Mais le plus savoureux est à venir. Rudolph Giuliani est ancien maire de New-York, mais avant cela il était l'un des meilleurs procureurs du pays pendant des décennies. Il a fait tomber des têtes de la mafia. Il connaît parfaitement la loi et le droit, et les médias. Il a laissé parler son expérience en ne donnant qu'une petite partie des informations dont il dispose au New York Post. À travers les interviews qu'il donne volontiers, comme celle-ci, les rumeurs filtrent sur les informations qu'il a encore en réserve:

  • D'innombrables selfies montrant Hunter Biden en train de se droguer ;
  • Une sextape de Hunter Biden avec une fille qui pourrait être mineure ;
  • De nombreux documents attestant de corruption par la Chine, l'Ukraine, l'Irak et d'autres pays ;
  • Une explication par le menu du mécanisme de corruption, et de blanchiment d'argent de cette corruption, impliquant tous les membres de la famille Biden.

La conclusion de M. Giuliani est que les Biden sont un danger pour la sécurité des États-Unis, sachant que tout ce qu'il a entre les mains est probablement aussi entre les mains de services secrets étrangers. Il n'y aurait pas plus manipulable, corrompu et sujet au chantage qu'un Joe Biden à la Maison Blanche.
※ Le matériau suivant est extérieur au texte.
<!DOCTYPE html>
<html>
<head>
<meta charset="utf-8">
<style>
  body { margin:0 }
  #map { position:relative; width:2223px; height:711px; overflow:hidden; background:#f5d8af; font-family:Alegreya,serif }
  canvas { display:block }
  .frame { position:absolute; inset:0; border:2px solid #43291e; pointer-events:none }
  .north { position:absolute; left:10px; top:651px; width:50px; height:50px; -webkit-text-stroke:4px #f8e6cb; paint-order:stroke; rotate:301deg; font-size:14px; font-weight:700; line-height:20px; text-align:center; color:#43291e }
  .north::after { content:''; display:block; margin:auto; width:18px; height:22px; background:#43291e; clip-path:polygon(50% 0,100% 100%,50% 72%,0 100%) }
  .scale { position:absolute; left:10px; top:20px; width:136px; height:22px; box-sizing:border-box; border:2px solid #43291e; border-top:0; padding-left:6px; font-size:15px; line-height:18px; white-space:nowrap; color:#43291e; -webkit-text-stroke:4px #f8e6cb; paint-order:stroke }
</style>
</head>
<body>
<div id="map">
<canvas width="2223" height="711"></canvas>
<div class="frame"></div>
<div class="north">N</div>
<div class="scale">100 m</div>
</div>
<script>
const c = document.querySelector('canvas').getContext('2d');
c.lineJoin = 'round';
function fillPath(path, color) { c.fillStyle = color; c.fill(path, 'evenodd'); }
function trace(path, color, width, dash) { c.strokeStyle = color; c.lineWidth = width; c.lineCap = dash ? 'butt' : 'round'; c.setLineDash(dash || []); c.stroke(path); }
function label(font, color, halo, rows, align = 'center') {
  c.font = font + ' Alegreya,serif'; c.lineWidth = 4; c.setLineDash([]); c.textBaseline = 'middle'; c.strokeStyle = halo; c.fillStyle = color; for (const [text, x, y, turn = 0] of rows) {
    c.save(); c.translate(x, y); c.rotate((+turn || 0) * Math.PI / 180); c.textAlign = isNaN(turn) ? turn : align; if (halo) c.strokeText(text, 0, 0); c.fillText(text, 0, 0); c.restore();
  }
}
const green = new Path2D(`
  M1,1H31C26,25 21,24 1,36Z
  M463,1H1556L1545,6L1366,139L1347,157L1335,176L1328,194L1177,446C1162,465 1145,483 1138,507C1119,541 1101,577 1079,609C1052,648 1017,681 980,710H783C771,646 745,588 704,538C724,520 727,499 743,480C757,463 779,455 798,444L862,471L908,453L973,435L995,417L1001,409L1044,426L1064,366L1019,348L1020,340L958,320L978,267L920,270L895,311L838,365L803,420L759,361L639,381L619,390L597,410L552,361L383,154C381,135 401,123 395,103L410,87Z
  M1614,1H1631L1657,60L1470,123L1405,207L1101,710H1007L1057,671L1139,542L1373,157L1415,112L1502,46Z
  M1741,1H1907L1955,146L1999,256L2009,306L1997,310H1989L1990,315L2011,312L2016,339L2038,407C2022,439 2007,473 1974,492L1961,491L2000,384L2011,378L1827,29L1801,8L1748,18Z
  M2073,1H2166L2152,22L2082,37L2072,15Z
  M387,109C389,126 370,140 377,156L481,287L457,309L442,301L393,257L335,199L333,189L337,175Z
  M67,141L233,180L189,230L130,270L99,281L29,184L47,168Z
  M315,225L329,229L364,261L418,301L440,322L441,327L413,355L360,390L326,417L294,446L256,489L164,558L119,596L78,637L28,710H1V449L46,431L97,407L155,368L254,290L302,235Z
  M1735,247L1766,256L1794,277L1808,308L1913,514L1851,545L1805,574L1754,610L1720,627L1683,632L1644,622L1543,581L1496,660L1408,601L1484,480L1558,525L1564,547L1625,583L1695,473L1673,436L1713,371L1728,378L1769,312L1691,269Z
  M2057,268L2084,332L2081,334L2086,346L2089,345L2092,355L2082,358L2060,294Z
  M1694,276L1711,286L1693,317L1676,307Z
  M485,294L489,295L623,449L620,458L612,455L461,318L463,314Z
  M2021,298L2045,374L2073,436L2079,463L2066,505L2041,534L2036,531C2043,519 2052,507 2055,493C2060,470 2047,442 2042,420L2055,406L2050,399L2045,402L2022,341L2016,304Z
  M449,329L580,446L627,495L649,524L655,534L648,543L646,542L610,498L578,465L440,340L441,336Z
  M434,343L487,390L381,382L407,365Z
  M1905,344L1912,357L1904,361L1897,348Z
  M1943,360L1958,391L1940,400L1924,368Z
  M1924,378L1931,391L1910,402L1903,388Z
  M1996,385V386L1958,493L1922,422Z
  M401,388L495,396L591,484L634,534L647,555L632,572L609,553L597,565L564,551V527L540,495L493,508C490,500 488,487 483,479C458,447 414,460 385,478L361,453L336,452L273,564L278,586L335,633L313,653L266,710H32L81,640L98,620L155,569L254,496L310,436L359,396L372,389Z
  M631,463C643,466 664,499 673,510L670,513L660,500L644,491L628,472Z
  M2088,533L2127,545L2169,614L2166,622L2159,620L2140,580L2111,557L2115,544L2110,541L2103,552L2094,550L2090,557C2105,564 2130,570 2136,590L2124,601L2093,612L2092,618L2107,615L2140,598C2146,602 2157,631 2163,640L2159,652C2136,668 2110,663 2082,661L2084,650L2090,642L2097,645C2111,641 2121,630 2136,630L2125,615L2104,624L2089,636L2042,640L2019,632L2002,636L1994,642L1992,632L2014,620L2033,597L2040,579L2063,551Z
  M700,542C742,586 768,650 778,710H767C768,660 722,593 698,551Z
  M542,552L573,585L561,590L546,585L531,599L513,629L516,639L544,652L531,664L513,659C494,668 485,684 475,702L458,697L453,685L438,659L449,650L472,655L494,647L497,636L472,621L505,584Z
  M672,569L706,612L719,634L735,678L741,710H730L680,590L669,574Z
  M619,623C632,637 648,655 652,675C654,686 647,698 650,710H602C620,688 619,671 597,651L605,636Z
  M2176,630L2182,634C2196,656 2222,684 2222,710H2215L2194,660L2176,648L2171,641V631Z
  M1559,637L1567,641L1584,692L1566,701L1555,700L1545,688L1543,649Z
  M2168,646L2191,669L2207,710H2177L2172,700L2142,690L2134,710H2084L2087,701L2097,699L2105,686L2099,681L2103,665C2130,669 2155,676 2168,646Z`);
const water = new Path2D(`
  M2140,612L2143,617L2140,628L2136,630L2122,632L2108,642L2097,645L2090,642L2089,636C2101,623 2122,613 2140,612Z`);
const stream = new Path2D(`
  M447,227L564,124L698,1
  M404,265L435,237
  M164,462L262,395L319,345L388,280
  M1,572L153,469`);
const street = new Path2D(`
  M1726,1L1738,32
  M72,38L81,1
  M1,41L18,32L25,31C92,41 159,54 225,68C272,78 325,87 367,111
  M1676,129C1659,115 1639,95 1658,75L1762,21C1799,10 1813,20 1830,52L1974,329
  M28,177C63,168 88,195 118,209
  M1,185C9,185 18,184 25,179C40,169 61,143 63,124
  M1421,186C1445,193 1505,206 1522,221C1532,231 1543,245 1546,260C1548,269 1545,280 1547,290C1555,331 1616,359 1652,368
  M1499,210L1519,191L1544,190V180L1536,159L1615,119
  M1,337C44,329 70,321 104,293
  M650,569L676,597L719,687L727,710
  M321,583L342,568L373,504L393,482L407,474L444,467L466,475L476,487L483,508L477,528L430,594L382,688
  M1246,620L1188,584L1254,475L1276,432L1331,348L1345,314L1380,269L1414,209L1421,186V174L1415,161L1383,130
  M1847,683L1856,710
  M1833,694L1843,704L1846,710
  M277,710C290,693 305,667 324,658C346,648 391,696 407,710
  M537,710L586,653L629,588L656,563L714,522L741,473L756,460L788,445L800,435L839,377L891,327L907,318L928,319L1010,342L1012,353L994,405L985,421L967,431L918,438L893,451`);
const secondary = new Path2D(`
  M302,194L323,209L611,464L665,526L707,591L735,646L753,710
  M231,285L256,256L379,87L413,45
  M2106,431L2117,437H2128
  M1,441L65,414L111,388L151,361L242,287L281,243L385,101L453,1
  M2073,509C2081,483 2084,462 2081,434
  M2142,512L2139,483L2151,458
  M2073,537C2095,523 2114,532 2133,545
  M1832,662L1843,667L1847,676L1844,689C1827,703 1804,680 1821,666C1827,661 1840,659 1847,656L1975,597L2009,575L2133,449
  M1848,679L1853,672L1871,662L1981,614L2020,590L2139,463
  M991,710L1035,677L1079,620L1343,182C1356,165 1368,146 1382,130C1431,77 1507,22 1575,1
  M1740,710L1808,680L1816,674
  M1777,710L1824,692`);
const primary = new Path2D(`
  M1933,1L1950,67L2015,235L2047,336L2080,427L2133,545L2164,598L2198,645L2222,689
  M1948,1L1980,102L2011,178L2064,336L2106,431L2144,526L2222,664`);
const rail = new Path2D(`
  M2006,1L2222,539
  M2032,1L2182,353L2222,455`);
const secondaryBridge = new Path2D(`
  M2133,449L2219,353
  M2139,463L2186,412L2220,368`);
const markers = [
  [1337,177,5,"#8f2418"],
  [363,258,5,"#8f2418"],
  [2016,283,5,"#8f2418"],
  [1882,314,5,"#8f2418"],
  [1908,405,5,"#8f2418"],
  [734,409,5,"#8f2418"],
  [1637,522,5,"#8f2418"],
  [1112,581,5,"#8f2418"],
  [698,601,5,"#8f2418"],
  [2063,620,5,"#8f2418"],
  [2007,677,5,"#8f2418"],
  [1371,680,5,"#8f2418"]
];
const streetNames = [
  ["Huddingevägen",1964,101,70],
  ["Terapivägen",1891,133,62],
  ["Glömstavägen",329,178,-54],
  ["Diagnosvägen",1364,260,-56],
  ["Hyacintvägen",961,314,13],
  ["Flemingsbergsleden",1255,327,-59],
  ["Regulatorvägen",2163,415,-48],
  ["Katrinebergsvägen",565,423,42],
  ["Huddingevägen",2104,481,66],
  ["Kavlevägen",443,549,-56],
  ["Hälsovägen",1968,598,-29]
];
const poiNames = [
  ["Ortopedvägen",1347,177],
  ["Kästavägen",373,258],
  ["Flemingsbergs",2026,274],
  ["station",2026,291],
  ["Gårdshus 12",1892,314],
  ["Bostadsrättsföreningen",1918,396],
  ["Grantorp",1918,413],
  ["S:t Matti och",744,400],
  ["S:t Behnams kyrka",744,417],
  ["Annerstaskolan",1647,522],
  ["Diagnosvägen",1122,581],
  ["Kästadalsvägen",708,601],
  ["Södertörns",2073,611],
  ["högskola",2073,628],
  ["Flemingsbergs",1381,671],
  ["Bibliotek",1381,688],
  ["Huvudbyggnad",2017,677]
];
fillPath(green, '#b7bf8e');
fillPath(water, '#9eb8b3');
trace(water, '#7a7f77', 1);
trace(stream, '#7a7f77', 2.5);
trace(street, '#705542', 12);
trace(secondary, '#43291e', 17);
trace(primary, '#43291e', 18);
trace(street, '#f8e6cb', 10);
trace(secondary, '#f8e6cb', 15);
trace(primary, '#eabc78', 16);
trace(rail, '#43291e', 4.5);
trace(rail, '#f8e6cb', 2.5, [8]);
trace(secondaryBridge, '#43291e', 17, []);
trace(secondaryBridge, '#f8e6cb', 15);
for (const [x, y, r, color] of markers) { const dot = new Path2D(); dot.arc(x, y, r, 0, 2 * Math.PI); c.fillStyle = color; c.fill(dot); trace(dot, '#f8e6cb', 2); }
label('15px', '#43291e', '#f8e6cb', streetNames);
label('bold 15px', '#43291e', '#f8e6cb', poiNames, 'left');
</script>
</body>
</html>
Rudolf Giuliani n'a pas l'intention de retenir ses coups, surtout face à des adversaires qui ne le méritent en aucune façon. Il prévoit de dévoiler les informations progressivement d'ici les élections. Comptez sur moi pour en rendre compte, sachant que les médias européens sont en-dessous de tout et ne raconteront rien à ce sujet, si ce n'est des mensonges.

Peu importe, la décision se joue aux États-Unis, et la dernière ligne droite de la campagne présidentielle va être un véritable enfer pour le camp démocrate.